Three national implications of the 2018 California gubernatorial primary
Today is Primary Election Day in California where the state’s top two primary system has created interesting politics in a deeply blue state.
If you haven’t followed the race closely, it’s been notable for a number of reasons. And, those might well have implications for other states and perhaps the rest of the country as the 2020 General Election looms on our national horizon.
Here are three interesting story lines that have emerged from the California gubernatorial primary that may well have implications for the future of our politics in other states and in the country as a whole.
Health care is the primary differentiator among Democratic primary voters
I don’t think this can be overstated. The most important lesson from California’s gubernatorial primary among Democrats is this: you must support a “single payer” health care proposal if you want to elevate yourself in a crowded Democratic field.
That was the approach Gavin Newsom took, and it paid off. While he has been a long time figure among progressives in California politics, and is the sitting Lt. Governor, it was not clear twelve months ago that Newsom was going to become such a strong candidate in this race.
The position that propelled him forward was an unequivocal statement of support for a single payer health care policy. That moved him well ahead of the pack, while each of the other major Democratic candidates – Villaraigosa and Chiang – muddled through incrementalism.
Now, truth be told, the idea of “single payer” means a lot of different things to different people in California. For many, it means accessible, low cost, administratively simple health care services paid for by the state through tax dollars in a system where every resident is covered by a minimum defined benefit. It’s the same sort of minimum defined benefit we have for education: you get free education through 12th grade where you will be educated on many things, but not all. And if you need help outside of that system, or beyond it into college, you’re going to have to foot part or all of that bill.

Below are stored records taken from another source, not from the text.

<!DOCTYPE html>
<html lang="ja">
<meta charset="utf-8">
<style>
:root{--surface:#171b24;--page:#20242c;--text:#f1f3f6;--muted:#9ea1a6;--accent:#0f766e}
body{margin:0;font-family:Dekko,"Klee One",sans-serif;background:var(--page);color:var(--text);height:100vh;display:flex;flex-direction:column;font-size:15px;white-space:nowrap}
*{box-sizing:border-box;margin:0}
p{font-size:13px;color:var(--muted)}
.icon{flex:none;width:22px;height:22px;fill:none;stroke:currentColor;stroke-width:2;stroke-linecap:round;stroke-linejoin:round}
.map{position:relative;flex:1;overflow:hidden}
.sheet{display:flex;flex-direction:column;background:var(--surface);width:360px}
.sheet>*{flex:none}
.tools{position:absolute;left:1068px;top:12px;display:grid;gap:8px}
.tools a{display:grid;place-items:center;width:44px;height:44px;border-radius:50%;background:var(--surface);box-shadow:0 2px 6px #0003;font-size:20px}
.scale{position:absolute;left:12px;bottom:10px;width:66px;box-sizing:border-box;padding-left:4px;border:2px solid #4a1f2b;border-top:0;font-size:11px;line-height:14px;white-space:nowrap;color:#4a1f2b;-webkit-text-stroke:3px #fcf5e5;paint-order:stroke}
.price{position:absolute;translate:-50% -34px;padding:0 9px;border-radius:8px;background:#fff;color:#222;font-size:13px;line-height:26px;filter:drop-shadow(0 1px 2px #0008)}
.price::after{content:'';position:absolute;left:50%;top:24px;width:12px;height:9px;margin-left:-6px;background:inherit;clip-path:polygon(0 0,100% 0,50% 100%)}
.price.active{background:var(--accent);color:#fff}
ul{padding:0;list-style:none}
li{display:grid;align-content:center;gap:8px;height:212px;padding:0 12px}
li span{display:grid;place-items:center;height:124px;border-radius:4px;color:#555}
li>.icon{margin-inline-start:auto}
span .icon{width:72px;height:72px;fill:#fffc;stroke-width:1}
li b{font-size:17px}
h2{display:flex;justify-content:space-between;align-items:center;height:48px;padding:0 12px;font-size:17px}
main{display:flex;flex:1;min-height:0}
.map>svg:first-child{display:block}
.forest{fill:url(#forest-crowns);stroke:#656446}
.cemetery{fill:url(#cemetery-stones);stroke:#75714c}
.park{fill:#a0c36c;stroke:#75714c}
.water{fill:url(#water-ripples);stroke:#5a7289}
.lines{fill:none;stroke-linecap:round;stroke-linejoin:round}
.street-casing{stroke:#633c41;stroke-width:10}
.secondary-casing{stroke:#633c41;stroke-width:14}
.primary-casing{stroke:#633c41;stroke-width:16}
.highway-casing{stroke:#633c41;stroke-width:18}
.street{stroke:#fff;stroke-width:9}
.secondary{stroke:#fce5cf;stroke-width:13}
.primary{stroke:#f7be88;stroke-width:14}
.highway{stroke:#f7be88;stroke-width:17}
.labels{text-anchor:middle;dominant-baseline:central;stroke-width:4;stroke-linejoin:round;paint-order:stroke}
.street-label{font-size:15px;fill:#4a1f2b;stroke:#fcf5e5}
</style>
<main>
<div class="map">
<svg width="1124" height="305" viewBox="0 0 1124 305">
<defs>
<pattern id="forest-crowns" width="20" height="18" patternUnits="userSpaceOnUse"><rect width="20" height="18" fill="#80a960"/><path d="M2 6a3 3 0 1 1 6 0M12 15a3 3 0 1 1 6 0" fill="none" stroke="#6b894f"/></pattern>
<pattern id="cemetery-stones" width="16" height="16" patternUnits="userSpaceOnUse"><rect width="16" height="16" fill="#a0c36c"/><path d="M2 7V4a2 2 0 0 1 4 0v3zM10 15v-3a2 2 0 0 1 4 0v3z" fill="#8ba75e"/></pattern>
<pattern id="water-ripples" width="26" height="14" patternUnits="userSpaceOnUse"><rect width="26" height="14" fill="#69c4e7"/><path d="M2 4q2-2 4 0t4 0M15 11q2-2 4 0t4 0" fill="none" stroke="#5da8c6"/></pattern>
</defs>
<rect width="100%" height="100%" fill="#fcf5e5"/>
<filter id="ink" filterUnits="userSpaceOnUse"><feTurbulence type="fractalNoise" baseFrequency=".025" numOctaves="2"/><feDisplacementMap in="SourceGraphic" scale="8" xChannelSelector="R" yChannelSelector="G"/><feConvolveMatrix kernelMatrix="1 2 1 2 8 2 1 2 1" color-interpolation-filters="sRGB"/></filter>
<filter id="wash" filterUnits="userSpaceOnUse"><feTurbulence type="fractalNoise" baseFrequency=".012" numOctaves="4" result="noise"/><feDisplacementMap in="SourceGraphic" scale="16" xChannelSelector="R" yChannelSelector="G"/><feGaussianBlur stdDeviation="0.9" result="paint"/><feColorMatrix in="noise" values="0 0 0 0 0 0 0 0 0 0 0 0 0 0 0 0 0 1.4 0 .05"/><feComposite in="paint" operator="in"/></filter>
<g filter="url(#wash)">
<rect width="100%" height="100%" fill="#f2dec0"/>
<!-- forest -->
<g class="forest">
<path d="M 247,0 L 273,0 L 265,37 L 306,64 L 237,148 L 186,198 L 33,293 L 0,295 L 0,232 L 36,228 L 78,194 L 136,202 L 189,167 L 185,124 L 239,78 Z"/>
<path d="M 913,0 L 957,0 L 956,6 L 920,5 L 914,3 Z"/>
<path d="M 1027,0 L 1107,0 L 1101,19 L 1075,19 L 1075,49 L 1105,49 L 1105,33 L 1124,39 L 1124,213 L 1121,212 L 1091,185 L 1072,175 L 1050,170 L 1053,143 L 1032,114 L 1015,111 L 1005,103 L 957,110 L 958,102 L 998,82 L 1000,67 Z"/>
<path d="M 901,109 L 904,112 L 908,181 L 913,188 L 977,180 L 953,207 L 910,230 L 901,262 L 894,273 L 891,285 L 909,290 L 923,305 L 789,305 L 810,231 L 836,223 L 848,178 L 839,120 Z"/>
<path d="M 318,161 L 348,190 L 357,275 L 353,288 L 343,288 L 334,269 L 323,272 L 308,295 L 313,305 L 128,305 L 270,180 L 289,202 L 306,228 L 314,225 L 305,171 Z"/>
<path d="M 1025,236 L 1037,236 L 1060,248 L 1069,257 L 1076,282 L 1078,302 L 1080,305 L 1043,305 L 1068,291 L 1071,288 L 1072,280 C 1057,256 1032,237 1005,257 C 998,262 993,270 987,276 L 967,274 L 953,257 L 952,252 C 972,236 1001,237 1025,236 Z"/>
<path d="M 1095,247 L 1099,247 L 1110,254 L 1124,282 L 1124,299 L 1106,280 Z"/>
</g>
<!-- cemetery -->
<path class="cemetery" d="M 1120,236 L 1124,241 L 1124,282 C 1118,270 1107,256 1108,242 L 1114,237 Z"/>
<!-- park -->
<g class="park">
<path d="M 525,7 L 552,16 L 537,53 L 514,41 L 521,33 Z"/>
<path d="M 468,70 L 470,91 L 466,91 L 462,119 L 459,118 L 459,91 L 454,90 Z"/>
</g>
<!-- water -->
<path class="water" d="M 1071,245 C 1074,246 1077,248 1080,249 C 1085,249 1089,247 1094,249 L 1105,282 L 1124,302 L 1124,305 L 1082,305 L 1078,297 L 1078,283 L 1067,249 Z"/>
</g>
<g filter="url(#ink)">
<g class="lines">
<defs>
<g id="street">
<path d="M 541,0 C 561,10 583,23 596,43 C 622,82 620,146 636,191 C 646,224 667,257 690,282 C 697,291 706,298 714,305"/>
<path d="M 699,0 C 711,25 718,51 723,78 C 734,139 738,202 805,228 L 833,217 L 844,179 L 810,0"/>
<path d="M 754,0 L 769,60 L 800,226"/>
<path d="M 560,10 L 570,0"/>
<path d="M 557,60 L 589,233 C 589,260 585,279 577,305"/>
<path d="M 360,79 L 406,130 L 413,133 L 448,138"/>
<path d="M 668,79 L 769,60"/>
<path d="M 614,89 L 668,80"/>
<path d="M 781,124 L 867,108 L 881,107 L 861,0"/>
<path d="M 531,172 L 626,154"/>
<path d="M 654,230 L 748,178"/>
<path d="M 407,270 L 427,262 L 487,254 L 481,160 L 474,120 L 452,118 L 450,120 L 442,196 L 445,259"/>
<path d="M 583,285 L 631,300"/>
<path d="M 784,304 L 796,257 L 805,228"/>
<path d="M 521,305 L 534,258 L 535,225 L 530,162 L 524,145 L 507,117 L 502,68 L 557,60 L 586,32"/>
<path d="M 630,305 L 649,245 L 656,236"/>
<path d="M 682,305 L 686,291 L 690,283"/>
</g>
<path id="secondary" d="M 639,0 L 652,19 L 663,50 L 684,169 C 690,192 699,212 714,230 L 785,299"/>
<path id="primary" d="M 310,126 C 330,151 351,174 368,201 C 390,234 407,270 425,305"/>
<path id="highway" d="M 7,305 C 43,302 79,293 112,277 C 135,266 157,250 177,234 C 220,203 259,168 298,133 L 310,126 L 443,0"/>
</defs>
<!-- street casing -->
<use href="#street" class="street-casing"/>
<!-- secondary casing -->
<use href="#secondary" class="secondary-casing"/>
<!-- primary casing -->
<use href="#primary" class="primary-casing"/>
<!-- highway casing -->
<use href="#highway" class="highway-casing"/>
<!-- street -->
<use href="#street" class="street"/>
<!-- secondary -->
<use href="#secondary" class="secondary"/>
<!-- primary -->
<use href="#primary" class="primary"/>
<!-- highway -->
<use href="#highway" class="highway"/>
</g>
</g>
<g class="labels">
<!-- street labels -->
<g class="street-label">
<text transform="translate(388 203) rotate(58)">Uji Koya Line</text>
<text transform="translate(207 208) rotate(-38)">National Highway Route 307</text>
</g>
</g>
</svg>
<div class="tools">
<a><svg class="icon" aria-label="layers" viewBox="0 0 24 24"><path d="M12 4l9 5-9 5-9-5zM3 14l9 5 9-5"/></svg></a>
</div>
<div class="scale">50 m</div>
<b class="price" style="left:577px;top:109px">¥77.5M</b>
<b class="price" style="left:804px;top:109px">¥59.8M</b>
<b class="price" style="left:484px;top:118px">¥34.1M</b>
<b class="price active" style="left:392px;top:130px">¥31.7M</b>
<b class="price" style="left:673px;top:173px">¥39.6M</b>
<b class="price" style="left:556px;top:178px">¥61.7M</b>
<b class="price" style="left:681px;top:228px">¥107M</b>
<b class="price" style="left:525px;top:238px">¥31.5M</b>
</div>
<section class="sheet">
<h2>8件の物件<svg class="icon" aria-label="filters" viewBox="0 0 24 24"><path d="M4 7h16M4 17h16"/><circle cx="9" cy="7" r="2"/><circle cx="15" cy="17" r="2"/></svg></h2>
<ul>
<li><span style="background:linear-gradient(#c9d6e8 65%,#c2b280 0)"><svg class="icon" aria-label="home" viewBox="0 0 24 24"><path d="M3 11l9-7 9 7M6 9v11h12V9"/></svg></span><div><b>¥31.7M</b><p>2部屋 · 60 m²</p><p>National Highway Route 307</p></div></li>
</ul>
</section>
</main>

Whatever single payer might look like in the heads of California primary voters, it is clear based on polls and likely tomorrow’s results: a platform of single payer health care is a winner if you want to succeed as a Democratic candidate. Without it, you might as well run as an independent.
The impact of #metoo, or lack thereof
Remember how we live in the time of #metoo? Remember how that movement started in Hollywood?
In California, bastion of progressivity in America, the top contenders for governor are all men. Not a single woman has run a campaign that has been elevated to a top tier candidacy. Neither Delaine Eastin nor Amanda Renteria have polled in the race above 5%.
Yet, two of the leading candidates have open histories of sexual affairs that might have fit well into the narrative of the #metoo era.
Gavin Newsom had an affair with his appointment secretary in 2007. She then quit his office while he was mayor of San Francisco. A few months ago, she said the affair fit within the #metoo movement, something she supports, but that the affair shouldn’t be a disqualifier in the governor’s race. From the LA Times story.
Ruby Rippey Gibney said that although their relationship destroyed her home life, it probably shouldn’t be part of the discussion about sexual misconduct surrounding the #MeToo movement.
Antonio Villaraigosa had an affair with a Telemundo reporter that covered his administration, which also came to light in 2007. That was an example of an elected official in a capacity to provide or withhold access to a reporter.
Both of these affairs had elements of power and control associated with them, which is a central component of the #metoo movement: pushing back against sexual advances from men in a position of power or influence over women.
Yet neither issue came up in a meaningful way during the campaign. Perhaps both candidates were unwilling to address the issue for fear it would also tarnish themselves, making a strategic decision rather than a decision out of politeness. California Democratic politics isn’t a bastion of politeness, after all.
Regardless of the primary, California is going to show us what a single payer system looks like
Regardless of who wins the gubernatorial contest this fall, it’s clear the legislature is going to pursue a single payer policy discussion. And, with a anti-Trump “blue wave” likely forming among legislative candidates in California, it’s altogether possible that an overwhelming supermajority of legislators will arrive in Sacramento in 2019 with the votes to implement any tax or revenue model needed to implement a single payer system.
Now, sure, that assumes a great deal: electoral victories, the composition of the next Democratic caucuses, an openness from Speaker Anthony Rendon to yield on the issue where he has not previously.
Regardless of the specific details, it’s clear there will be significant energy put forward on the topic among the legislative and advocacy community. If a single payer advocate wins the Governor’s Mansion, then a suite of administrative staff will also be hired and focused on the policy topic.
That is all to say that in 2019, California will be spending significant intellectual capital to build a single payer policy model that can be operationalized and financed, moving from the theoretical to the actual, all while the next presidential election will be taking shape.
If the largest state in the Union is actively building a single payer model, that will infuse the discussion on the left with content, ideas, and actual proposals that will likely take hold during the process to determine the Democratic nominee for President.